Due to the single-pass resolution, where only the first matching filter is applied, filter lists should be structured from most specific to most general. This approach ensures predictable extraction rules allowing to include or exclude precise subsets of the metadata and to customize how each slice of metadata is transformed to assets in the destination application.

Configuration

A StorageConnector service is configured by defining its unique name, the service type StorageConnector, and the configuration.

Example: StorageConnector

services:
MyService:
type: StorageConnector
Tooltip

While YAML itself doesn't enforce any naming style for property names, multi-word properties (for example, secret key) are typically specified in lowercase separated by hyphens (for example, secret-key). This naming style - commonly referred to as kebab-case - is used in the following descriptions and examples.

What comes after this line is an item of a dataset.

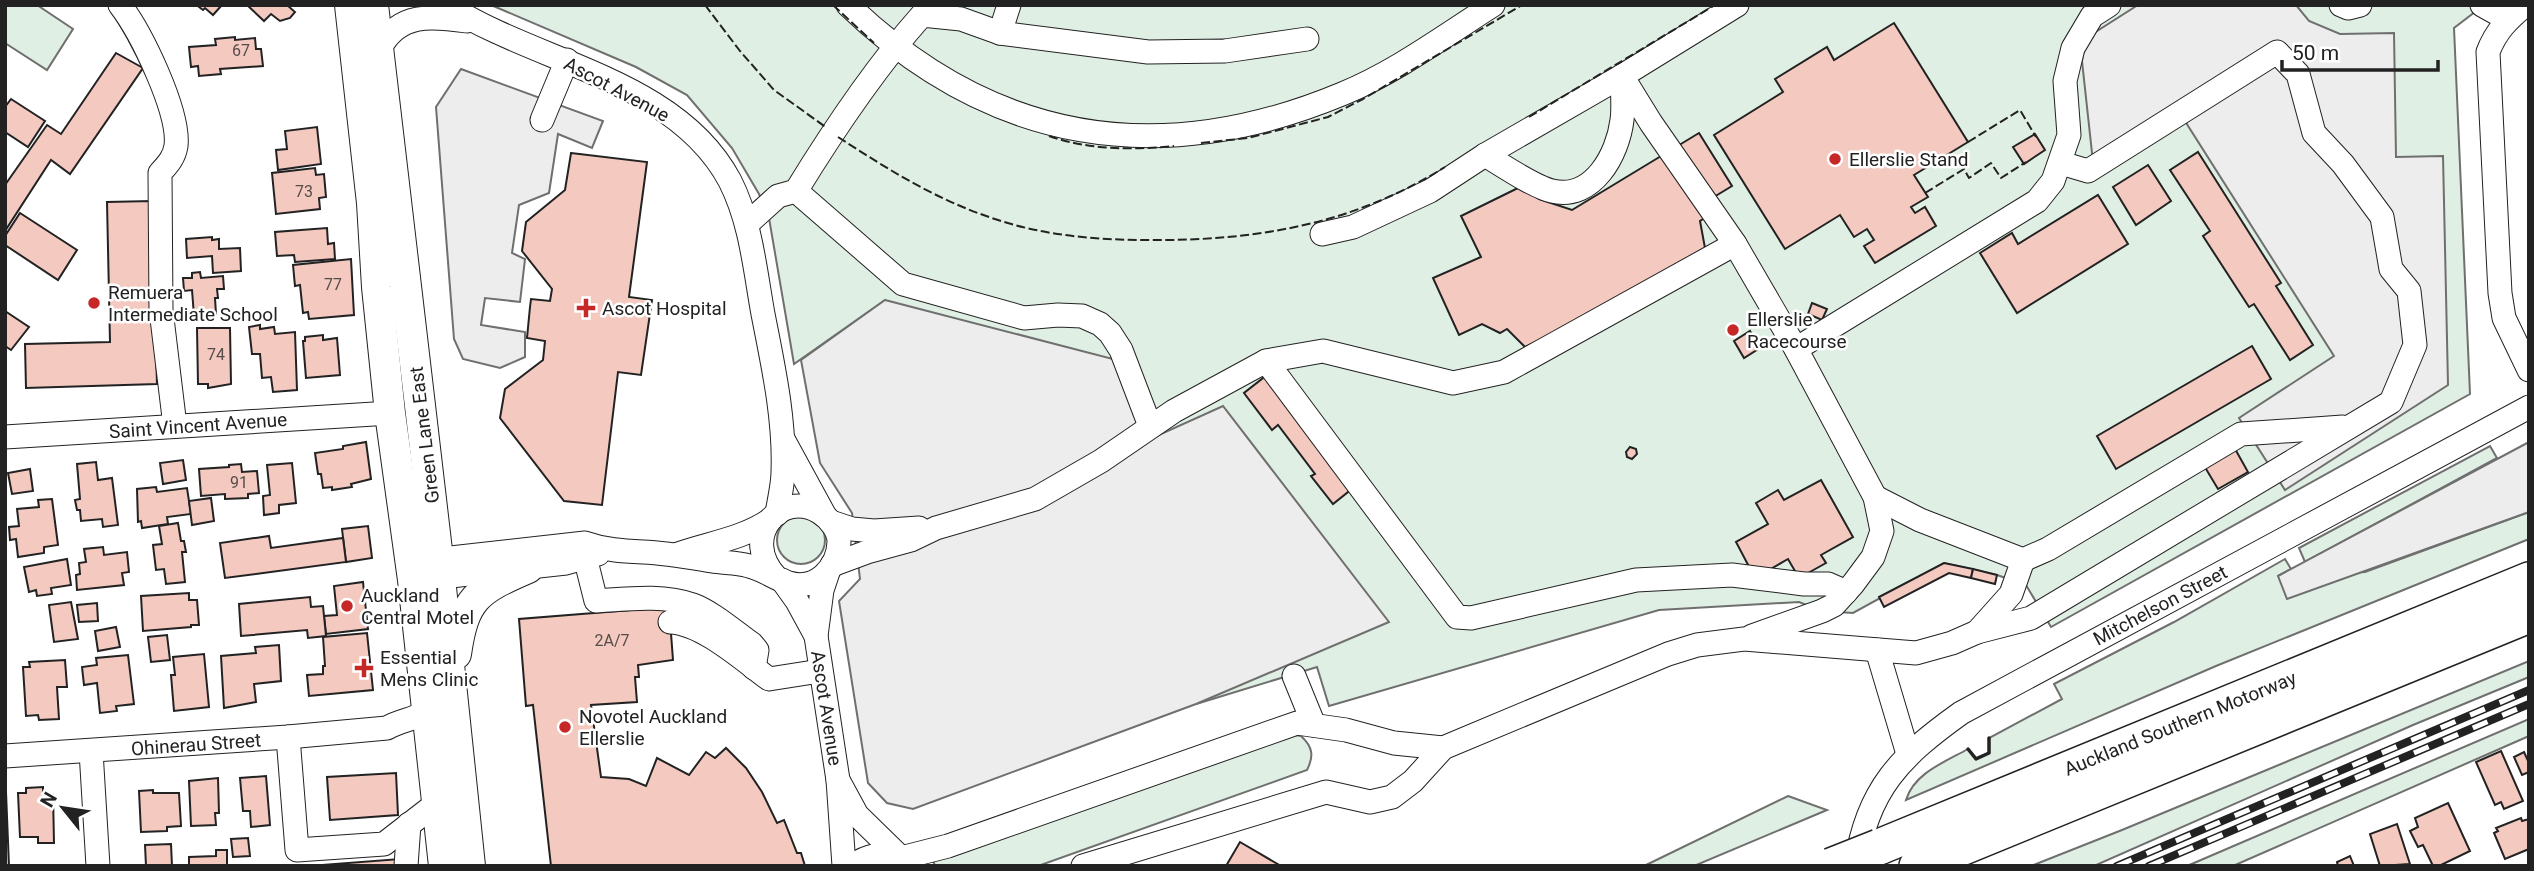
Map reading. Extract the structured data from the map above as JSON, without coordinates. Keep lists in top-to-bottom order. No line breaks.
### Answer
{"streets":{"highway":["Auckland Southern Motorway"],"main road":["Green Lane East"],"street":["Ascot Avenue","Saint Vincent Avenue","Mitchelson Street","Ohinerau Street"]},"crossings":[["Ascot Avenue","Green Lane East"],["Saint Vincent Avenue","Green Lane East"],["Green Lane East","Ohinerau Street"],["Mitchelson Street","Auckland Southern Motorway"]],"places":{"other":["Ellerslie Stand","Remuera Intermediate School","Ellerslie Racecourse","Auckland Central Motel","Novotel Auckland Ellerslie"],"health":["Ascot Hospital","Essential Mens Clinic"]},"house_numbers":["67","73","77","74","91","2A/7"],"scale_bar":"50 m","north":"top left"}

However, all multi-word properties can also be specified in camelCase (for example, secretKey).

In additional to the general connector configuration to specify the destination application, StorageConnector has the following configuration to specify the source as well as the ingestion filters.

Tooltip

Properties marked with * are required for StorageConnector to run.

Source

StorageConnector connects to a storage system using the specified connection URL and authentication settings.

🔑 Property source.url *

The connection URL of the storage system.

required

StorageConnector connects to the storage system specified by the connection URL.

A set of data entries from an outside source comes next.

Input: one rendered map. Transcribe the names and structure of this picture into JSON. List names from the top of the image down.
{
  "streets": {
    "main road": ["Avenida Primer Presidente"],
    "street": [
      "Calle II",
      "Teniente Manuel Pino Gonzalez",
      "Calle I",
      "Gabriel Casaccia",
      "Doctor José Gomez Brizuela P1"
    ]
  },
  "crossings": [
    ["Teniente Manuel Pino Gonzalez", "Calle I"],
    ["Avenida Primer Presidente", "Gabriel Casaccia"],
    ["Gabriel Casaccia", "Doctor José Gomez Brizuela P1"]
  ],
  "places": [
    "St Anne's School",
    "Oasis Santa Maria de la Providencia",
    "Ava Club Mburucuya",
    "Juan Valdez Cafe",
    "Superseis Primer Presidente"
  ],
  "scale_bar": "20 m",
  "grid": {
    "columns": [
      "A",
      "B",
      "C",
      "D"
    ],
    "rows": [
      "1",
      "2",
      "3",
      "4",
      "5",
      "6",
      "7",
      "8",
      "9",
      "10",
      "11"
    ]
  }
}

Example: Property source.url

services:
MyService:
type: StorageConnector
source:
url: s3a://my-s3-bucket
🔑 Property source.properties

The additional properties of the storage system connection, specified as a map of key/value pairs.

Note

The map key is the property name. The map value is the property value.

optional

The default is null (no additional properties).

If additional properties are defined, StorageConnector sets the corresponding properties of the storage system connection.

Tooltip

Additional properties can be used to modify the storage system connection, by setting properties that are either not supported by the connection URL or contain sensitive data (e.g. an access token) that shouldn't be included in the connection URL.

Example: Property source.properties

services:
MyService:
type: StorageConnector
source:
properties:
fs.s3a.endpoint.region: eu-central-1

Authentication

StorageConnector can specify the authentication settings of the storage system.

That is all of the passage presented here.